### THE TASK
When a line of the records contains "JSON", copy it.

### DATASET RECORDS
BEGIN

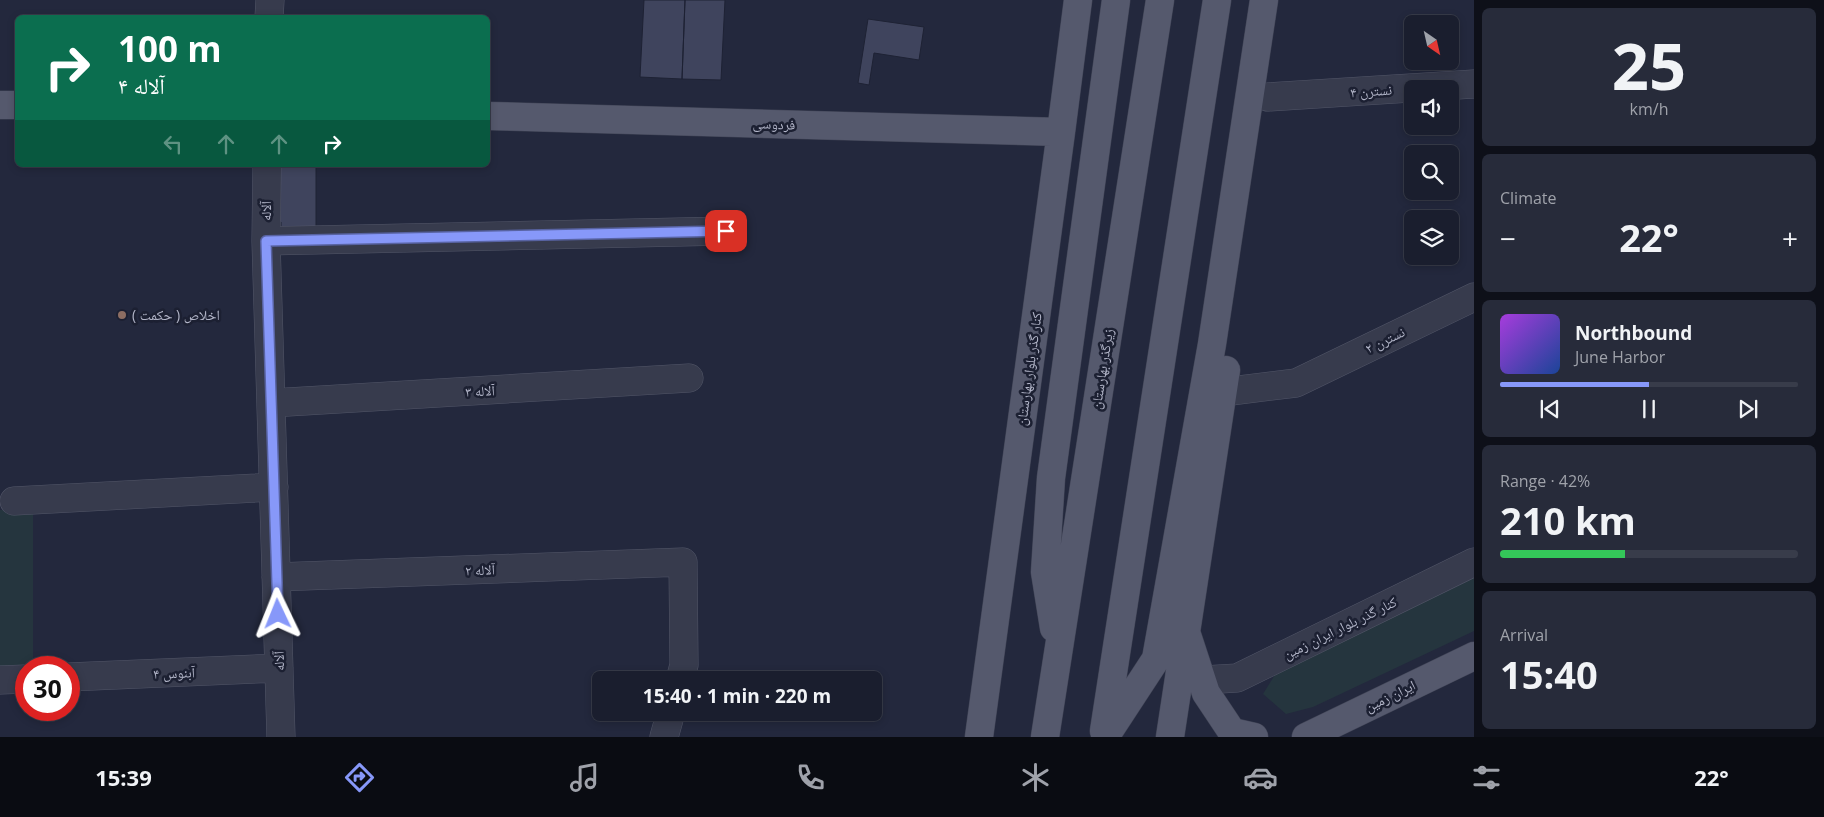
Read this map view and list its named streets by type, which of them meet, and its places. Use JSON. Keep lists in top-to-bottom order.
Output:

END
BEGIN

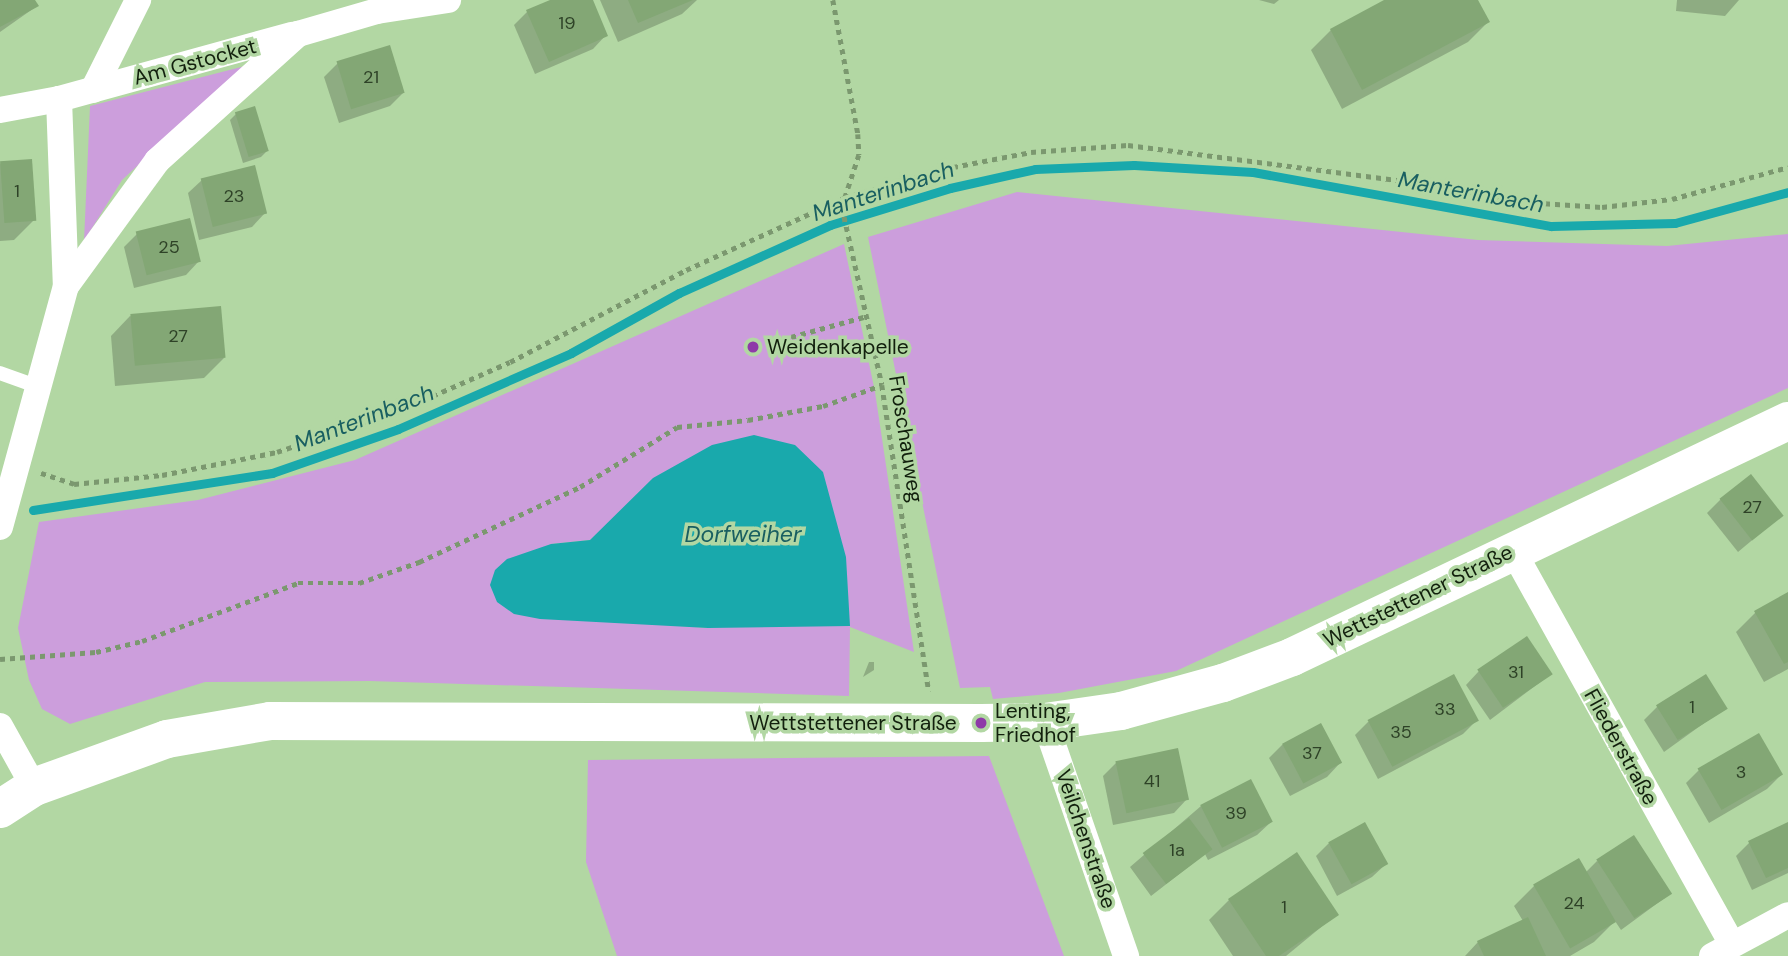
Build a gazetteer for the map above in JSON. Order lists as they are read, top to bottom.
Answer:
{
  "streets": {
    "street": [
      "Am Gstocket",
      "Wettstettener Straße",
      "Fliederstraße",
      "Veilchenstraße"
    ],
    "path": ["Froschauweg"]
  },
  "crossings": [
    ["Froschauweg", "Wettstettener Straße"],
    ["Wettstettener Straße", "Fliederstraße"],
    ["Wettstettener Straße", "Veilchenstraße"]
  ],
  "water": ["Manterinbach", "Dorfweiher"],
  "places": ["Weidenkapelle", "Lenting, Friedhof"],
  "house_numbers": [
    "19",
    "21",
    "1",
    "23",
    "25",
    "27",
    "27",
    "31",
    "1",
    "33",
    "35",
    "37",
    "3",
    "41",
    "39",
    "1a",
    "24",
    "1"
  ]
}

END
BEGIN

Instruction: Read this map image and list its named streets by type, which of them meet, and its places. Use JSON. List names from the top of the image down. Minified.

END

### TASK ANSWER
Read this map view and list its named streets by type, which of them meet, and its places. Use JSON. Keep lists in top-to-bottom order.
Build a gazetteer for the map above in JSON. Order lists as they are read, top to bottom.
Instruction: Read this map image and list its named streets by type, which of them meet, and its places. Use JSON. List names from the top of the image down. Minified.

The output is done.